I was solving limits and it said $$\lim_{x\to 0} \left[\frac{x^2}{\tan(x)\sin(x)}\right]=0$$
I tried thinking about it but since I am not really good at math I couldn't proceed.
I know that $\lim_{x\to 0} \left[\frac{\sin(x)}{x}\right] = 0$ and $\lim_{x\to 0} \left[\frac{\tan(x)}{x}\right] = 1$
Always use asymptotic expansion to analyze limits if possible, because you can fully understand what exactly is going on. $ \def\wi{\subseteq} \def\lfrac#1#2{{\large\frac{#1}{#2}}} $
As $x \to 0$:
$\tan(x)\sin(x) = \lfrac{\sin(x)^2}{\cos(x)} \in \lfrac{x^2(1-\lfrac16x^2+O(x^4))^2}{1-\lfrac12x^2+O(x^4)} \wi x^2 \lfrac{1-\lfrac13x^2+O(x^4)}{1-\lfrac12x^2+O(x^4)} > x^2$ [eventually].
[In case it is not clear, it is because $1-\lfrac13x^2+O(x^4) > 1-\lfrac12x^2+O(x^4) > 0$ eventually.]
If you really dislike asymptotic notation, you can use the above reasoning first and then extract whatever hard constants you need and replace all the Big-O notation with appropriate constants.
The strength of this method is its generality and systematicity. For instance, exactly the same reasoning as above (but with just one more term of the expansions) will easily give you that $\lim_{x \to 0} \Big\lfloor \lfrac{x^3}{\tan(x)\sin(x)^2} \Big\rfloor = 0$.

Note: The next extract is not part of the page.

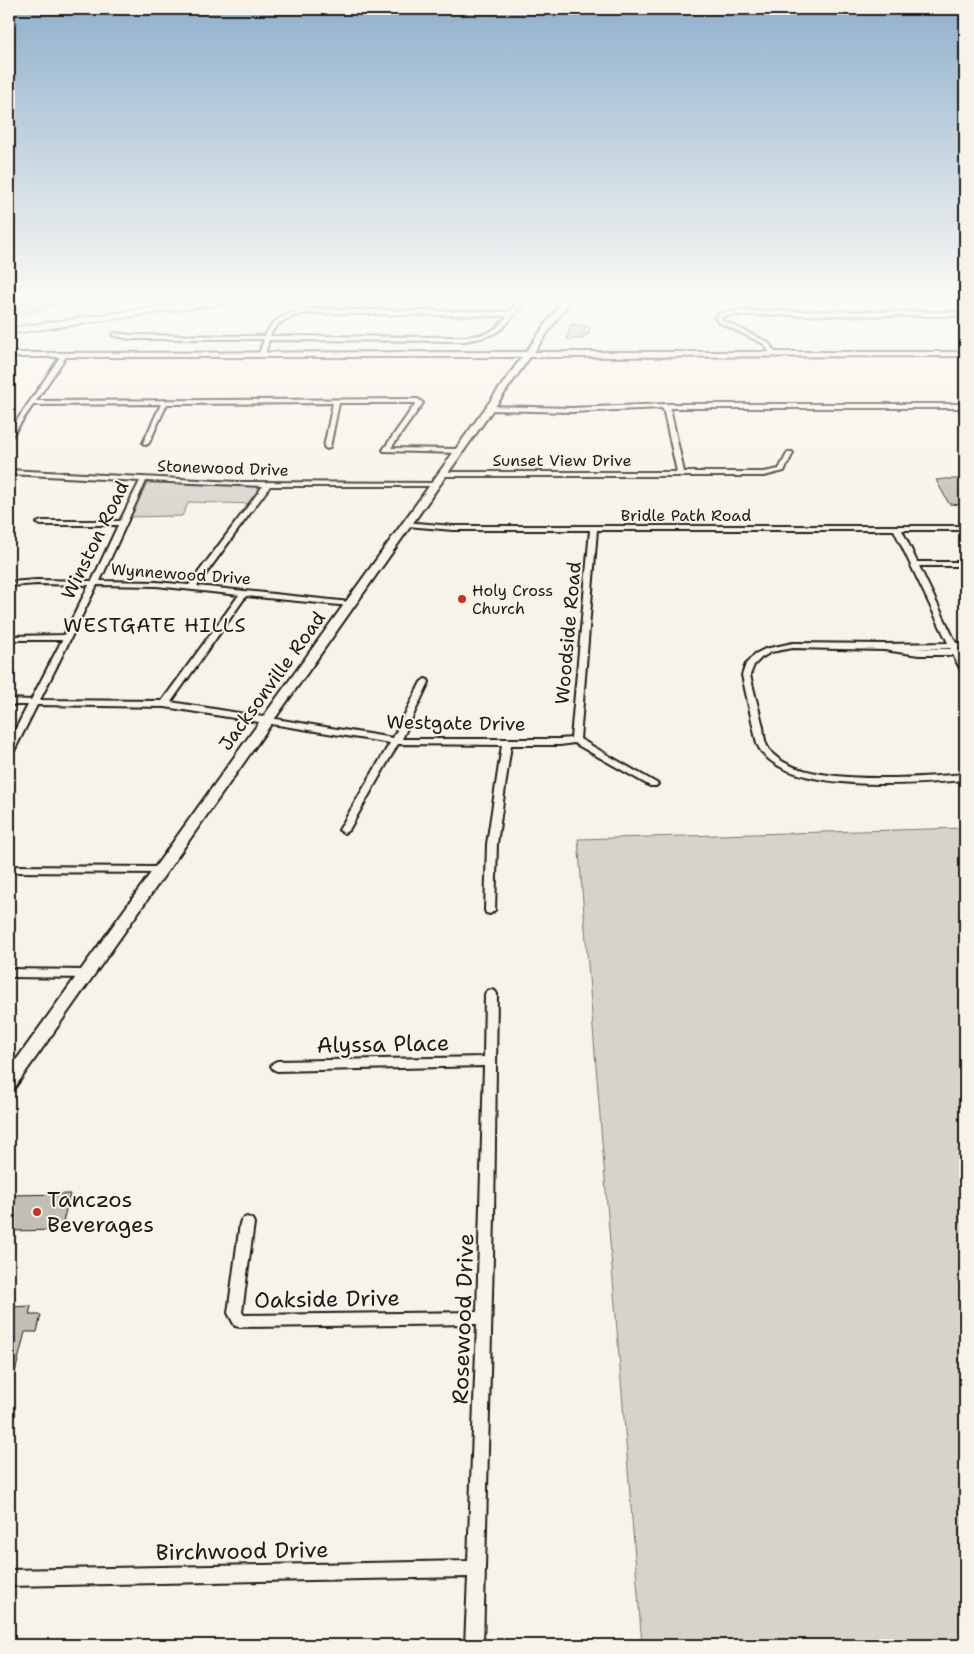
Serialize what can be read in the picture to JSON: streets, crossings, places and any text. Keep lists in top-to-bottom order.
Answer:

Assuming "GIF" is meant to be an abbreviation of "Greatest Integer Function", the answer to the question in the title is no, a counterexample: $$ \lfloor 2.5\rfloor\cdot\lfloor 2.5\rfloor=2\cdot 2=4\neq 6 =\lfloor 6.25\rfloor=\lfloor 2.5\cdot 2.5\rfloor $$
It's not clear that will help you with the problem in the body of your question.